On a similar note, I am pleased to say that my two eldest children both had creative endeavors published this semester. Their school magazine, The Eccentric, is hosted by Kepler Education, and it is put together by the students, who are also the primary contributors.
My seventh grader had a poem published, which he titled very simply “The Hobbit.” My ninth grader also had a poem published, a funny little thing called “Bombadils,” but he also had a short story accepted as well. “Murder in the Mansion” is the first part of something larger he has planned, and I’m looking forward to seeing the final result.
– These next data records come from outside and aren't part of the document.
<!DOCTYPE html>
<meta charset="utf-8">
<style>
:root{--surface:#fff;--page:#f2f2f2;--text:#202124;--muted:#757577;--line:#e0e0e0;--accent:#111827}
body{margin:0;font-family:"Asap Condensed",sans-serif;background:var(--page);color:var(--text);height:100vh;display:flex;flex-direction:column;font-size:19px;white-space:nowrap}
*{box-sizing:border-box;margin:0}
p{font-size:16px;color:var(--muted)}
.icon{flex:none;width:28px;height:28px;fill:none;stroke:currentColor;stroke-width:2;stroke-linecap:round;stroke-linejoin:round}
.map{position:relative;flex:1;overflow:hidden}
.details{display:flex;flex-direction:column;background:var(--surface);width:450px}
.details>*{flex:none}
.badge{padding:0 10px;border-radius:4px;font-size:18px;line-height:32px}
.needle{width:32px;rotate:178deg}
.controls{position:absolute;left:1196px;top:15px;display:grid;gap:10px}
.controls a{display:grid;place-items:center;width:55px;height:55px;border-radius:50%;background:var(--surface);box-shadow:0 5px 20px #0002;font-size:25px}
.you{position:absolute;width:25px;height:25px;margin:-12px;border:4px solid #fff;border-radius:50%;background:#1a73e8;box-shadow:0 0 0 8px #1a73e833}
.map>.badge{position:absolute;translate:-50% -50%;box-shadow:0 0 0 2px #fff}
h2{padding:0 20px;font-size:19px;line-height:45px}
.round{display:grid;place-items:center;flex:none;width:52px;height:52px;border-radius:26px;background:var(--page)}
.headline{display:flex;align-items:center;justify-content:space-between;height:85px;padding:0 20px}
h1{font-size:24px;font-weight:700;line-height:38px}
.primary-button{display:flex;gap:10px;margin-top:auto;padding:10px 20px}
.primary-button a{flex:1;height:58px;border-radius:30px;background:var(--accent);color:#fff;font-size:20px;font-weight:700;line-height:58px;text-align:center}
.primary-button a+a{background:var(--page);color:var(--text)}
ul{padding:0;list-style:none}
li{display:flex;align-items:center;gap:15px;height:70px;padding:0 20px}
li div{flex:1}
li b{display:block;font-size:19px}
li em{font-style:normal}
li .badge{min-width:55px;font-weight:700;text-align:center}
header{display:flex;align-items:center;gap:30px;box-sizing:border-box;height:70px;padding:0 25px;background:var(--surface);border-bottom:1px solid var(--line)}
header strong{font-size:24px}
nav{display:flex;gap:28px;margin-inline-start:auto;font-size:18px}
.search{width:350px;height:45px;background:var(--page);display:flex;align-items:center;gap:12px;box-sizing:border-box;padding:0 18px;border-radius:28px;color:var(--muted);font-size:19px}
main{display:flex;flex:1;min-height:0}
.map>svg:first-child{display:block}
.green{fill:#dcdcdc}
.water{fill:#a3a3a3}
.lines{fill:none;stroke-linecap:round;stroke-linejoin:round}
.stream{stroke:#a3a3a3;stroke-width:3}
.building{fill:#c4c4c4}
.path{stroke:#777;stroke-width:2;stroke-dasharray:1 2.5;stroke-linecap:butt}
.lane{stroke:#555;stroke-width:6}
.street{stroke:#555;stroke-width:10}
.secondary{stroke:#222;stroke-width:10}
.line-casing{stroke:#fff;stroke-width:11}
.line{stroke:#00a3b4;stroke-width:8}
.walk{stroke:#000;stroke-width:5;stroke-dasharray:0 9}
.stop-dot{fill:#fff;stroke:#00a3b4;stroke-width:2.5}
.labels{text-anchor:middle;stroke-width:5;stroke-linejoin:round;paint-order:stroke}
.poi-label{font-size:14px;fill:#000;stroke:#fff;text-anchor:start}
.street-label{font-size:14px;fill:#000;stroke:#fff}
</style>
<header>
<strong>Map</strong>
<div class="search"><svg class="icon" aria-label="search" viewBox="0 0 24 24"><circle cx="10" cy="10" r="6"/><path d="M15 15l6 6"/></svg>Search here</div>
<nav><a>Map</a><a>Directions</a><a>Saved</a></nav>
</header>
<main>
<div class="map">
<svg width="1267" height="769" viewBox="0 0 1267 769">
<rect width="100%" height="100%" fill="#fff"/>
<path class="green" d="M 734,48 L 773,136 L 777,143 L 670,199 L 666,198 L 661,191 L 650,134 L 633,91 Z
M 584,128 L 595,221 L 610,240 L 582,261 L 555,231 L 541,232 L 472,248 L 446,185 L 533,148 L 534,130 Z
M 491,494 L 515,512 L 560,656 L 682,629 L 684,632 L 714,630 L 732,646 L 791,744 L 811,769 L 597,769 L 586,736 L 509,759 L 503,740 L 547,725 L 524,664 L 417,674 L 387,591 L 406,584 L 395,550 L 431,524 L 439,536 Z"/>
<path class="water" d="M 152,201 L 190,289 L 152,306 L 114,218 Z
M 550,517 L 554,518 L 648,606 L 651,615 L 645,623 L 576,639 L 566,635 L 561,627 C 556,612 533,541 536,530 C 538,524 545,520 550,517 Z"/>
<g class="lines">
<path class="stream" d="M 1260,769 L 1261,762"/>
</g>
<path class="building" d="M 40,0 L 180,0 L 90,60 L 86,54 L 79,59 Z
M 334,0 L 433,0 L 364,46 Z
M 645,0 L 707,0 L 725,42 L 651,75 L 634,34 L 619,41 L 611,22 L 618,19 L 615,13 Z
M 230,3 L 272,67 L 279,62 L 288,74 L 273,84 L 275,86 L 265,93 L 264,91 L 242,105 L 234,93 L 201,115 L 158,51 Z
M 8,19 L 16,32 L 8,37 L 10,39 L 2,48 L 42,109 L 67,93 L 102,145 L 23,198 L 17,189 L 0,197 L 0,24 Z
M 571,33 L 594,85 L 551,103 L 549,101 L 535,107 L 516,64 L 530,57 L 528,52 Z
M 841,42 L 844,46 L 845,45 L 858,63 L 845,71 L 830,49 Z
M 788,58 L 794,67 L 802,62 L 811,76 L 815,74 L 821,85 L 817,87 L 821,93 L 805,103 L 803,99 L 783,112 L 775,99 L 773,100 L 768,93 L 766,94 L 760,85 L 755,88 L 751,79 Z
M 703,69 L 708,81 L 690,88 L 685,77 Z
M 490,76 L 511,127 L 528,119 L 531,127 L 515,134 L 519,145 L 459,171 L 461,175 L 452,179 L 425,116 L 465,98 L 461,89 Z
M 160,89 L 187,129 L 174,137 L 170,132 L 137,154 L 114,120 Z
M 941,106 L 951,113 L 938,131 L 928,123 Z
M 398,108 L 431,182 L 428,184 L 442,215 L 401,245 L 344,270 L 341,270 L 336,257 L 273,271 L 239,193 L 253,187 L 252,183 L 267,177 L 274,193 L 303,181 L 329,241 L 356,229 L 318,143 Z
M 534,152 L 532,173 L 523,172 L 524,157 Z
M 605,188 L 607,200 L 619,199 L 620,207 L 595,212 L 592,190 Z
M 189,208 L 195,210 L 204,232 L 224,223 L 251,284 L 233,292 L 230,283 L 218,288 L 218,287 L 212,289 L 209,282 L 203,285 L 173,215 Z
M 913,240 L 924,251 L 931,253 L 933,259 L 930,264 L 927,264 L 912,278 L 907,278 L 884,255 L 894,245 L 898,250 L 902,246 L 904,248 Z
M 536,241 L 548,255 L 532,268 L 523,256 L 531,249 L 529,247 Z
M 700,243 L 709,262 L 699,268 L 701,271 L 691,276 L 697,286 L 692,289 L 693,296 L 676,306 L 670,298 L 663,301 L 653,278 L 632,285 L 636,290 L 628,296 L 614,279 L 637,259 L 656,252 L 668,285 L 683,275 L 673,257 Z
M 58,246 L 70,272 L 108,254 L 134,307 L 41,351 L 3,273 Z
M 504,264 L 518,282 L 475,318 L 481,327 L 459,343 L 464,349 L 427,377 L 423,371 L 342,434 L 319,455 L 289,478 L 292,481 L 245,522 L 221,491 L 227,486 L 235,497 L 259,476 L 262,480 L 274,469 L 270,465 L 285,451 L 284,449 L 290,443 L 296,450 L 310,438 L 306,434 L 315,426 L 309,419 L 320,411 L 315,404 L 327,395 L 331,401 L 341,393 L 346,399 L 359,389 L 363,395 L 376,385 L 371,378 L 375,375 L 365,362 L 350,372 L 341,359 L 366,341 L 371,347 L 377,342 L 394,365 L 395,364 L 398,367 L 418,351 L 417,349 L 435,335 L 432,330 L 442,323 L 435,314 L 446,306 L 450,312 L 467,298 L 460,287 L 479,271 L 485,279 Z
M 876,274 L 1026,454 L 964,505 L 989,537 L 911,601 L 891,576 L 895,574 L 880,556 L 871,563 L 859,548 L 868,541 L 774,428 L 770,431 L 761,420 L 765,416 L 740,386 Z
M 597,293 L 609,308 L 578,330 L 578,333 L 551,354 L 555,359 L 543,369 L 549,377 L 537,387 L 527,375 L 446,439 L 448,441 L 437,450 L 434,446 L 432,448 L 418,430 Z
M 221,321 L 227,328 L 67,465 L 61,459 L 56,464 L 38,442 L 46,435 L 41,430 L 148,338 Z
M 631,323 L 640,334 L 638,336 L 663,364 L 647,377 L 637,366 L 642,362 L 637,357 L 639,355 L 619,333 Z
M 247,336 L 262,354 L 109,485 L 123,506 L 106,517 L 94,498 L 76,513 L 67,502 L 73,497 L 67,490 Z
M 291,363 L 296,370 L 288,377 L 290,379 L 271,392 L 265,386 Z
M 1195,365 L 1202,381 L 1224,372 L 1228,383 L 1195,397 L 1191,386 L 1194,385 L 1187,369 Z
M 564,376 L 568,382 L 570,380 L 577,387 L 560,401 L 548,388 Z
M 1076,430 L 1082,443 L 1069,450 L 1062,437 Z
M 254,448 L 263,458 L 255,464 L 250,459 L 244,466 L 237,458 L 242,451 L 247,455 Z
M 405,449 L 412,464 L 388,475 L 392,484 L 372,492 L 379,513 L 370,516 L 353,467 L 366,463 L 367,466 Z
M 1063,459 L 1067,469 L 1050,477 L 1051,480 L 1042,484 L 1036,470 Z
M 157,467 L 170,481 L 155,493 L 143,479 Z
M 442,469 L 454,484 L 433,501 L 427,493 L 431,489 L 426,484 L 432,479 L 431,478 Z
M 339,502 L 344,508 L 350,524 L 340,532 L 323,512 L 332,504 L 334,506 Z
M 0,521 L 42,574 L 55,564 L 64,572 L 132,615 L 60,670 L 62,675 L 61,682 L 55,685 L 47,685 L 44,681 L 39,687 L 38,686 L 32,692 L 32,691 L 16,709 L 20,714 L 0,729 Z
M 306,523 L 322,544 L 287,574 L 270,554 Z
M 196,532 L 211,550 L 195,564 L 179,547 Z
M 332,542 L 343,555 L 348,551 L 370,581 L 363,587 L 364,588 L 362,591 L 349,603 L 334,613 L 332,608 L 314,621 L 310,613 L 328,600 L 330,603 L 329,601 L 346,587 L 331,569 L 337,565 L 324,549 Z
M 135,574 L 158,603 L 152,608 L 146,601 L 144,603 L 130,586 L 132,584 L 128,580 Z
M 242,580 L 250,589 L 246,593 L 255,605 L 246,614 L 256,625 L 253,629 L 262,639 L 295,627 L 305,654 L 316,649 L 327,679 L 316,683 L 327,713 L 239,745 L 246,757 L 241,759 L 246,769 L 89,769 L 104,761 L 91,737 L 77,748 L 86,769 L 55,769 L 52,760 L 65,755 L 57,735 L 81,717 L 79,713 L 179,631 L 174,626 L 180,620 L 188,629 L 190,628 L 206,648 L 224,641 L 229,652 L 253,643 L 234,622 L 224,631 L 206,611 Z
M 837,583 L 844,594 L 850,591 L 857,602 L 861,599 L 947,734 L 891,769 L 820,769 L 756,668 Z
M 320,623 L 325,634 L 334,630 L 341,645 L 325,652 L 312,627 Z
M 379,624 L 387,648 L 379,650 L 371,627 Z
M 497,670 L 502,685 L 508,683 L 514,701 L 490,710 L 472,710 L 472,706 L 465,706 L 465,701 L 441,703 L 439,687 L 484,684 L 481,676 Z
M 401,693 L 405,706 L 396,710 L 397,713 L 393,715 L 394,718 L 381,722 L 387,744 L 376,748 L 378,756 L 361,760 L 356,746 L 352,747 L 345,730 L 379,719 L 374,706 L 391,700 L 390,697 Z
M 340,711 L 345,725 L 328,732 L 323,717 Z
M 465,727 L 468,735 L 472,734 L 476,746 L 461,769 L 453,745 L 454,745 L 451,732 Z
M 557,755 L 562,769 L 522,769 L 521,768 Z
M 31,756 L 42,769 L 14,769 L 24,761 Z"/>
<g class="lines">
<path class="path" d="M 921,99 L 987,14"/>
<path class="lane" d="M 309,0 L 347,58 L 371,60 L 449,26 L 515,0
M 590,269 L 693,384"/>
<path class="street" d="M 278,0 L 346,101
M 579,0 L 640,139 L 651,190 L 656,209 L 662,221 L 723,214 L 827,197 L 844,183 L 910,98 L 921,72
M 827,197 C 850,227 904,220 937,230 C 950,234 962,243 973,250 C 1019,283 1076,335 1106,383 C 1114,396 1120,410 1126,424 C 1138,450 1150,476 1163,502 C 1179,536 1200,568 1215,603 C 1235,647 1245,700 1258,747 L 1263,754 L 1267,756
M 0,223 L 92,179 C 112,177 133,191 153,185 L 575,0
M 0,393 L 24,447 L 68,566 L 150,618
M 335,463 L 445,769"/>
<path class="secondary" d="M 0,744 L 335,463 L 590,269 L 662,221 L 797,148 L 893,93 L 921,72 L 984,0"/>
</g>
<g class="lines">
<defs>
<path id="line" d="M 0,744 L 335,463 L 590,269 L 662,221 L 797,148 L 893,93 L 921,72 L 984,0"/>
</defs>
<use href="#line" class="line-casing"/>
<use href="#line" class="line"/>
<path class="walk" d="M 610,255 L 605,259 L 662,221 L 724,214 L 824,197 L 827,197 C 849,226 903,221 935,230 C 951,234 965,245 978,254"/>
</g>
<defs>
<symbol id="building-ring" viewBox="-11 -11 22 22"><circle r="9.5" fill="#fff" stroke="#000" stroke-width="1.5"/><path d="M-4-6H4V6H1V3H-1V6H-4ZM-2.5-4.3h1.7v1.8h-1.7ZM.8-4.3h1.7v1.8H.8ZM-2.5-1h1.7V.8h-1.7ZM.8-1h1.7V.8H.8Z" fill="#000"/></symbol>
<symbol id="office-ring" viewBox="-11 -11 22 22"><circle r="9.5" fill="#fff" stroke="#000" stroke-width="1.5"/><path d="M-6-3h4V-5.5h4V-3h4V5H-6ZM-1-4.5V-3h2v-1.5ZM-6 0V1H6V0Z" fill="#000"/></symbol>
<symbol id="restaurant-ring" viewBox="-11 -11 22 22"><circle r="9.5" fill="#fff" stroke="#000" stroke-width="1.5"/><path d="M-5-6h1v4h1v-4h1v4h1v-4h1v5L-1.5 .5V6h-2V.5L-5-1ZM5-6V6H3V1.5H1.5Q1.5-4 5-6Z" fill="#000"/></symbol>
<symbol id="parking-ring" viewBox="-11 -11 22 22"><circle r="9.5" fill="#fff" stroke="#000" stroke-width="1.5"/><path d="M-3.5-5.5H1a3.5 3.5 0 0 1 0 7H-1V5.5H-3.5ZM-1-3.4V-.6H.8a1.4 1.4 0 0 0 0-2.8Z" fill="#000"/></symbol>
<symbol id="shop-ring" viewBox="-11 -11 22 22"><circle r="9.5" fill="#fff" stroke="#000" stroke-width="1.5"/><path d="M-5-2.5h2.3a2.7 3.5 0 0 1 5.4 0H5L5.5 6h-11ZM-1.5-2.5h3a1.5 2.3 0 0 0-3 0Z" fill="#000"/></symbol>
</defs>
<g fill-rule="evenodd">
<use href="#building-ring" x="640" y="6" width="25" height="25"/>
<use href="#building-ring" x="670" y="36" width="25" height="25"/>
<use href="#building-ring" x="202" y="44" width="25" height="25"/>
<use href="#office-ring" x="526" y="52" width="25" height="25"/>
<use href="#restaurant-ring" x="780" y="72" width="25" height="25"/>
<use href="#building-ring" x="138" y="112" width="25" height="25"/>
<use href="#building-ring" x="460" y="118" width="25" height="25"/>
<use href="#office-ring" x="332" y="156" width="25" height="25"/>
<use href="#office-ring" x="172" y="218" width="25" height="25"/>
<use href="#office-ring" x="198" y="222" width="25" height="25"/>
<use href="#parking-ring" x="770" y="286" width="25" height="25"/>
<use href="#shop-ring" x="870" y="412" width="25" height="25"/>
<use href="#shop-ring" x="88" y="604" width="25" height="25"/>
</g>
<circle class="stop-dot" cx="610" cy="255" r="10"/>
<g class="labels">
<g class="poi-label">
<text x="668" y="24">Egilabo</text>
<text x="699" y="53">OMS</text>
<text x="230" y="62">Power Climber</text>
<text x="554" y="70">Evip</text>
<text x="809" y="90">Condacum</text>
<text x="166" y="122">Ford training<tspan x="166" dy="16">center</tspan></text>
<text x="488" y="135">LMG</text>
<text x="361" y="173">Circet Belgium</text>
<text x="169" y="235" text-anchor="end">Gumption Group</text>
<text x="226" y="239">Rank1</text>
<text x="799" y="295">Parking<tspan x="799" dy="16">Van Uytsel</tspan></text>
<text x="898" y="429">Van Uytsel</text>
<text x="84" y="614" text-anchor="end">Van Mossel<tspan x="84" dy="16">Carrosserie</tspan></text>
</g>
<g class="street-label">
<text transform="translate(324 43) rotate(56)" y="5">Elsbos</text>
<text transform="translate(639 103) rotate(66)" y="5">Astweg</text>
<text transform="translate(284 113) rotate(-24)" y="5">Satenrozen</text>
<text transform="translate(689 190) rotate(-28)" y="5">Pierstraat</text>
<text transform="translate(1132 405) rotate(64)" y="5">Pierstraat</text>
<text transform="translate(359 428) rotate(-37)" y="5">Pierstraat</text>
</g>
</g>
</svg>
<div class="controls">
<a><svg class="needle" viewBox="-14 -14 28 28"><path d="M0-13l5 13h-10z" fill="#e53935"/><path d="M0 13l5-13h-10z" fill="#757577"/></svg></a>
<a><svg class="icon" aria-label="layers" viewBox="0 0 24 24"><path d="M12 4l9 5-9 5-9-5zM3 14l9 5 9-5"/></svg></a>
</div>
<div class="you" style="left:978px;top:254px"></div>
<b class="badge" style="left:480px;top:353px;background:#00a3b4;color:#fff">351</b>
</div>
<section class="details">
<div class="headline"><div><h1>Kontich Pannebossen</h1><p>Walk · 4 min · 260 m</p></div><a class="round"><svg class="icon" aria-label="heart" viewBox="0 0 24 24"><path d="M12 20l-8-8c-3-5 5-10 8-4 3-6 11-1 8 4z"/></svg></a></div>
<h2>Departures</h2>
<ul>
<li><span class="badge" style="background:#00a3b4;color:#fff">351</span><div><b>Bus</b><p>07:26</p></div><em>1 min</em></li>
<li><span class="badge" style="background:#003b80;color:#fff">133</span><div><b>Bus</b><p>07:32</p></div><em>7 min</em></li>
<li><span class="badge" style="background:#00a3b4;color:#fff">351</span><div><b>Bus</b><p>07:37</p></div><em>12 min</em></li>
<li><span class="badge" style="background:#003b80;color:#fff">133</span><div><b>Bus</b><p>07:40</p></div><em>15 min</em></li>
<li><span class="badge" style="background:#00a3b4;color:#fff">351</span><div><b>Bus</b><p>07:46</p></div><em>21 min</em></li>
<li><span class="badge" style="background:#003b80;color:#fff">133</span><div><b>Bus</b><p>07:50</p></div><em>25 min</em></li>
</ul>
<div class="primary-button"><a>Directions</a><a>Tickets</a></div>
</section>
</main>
This means that four of the Hadley clan have had something published in 2024 (my wife had an essay published back in June, in case you missed that one). I wonder what 2025 will have in store?
On Listening
If you don’t manage to work White Christmas into your Christmas break at least once, then I don’t know what you’re doing with your time. But at the very least, you can check out this excellent Danny Kaye routine.